= TASK TO CARRY OUT =
Go through the listing below and gather every line with the word "icon".

******************************

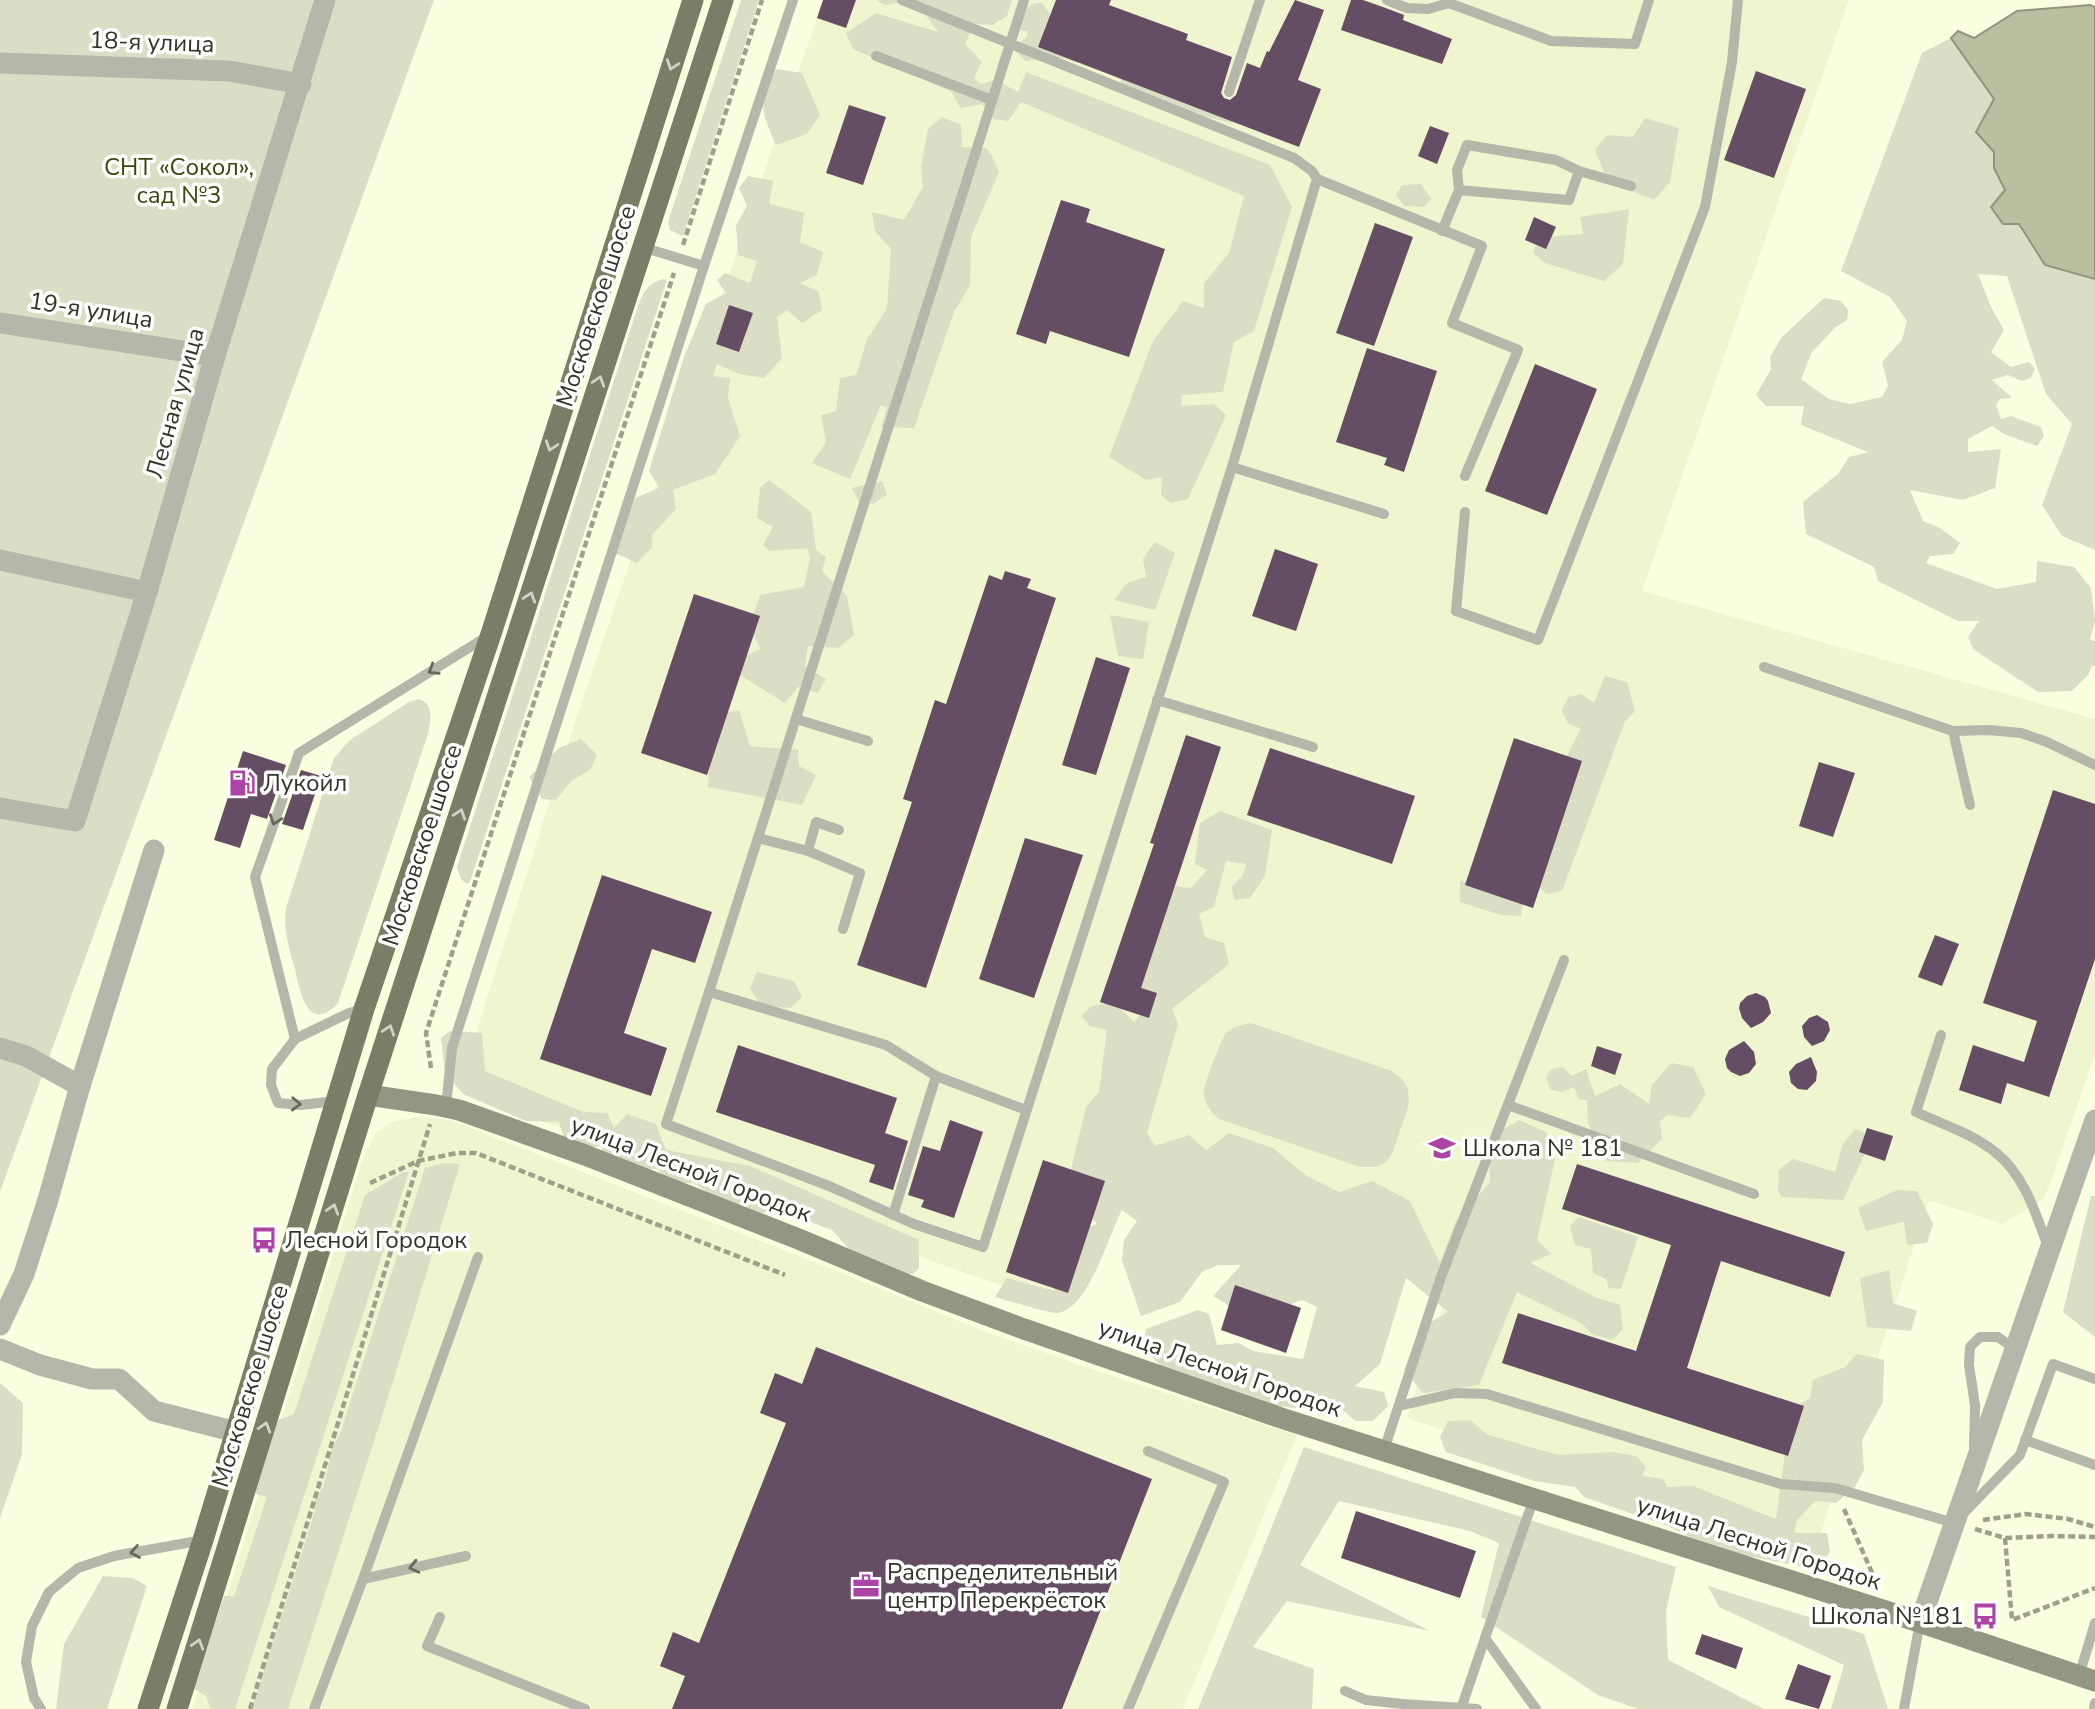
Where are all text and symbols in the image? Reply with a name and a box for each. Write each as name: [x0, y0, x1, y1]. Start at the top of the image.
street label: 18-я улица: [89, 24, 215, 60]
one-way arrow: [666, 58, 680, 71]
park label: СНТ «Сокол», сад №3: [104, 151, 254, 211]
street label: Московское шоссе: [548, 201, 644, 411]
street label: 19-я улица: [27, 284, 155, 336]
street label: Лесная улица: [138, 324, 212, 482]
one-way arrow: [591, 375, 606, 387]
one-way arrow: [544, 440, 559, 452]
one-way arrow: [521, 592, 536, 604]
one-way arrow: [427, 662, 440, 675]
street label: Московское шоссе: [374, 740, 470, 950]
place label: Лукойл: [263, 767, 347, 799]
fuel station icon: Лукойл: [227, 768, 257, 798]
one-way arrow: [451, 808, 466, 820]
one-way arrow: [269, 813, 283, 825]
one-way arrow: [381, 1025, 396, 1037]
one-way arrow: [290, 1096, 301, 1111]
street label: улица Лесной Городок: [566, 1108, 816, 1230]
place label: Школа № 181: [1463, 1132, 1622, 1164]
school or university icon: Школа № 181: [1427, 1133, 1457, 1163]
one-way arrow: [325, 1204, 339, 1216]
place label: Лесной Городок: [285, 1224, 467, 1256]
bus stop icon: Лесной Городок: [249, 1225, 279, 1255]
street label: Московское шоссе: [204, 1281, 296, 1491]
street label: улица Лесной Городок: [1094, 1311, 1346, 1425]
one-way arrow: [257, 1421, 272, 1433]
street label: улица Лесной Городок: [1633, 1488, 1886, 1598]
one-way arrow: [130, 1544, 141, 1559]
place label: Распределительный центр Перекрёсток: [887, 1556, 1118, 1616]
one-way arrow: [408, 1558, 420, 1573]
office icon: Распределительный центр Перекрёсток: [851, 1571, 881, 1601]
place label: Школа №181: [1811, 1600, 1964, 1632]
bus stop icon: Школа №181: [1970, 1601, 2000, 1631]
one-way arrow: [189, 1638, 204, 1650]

******************************

= RESPONSE =
fuel station icon: Лукойл: [227, 768, 257, 798]
school or university icon: Школа № 181: [1427, 1133, 1457, 1163]
bus stop icon: Лесной Городок: [249, 1225, 279, 1255]
office icon: Распределительный центр Перекрёсток: [851, 1571, 881, 1601]
bus stop icon: Школа №181: [1970, 1601, 2000, 1631]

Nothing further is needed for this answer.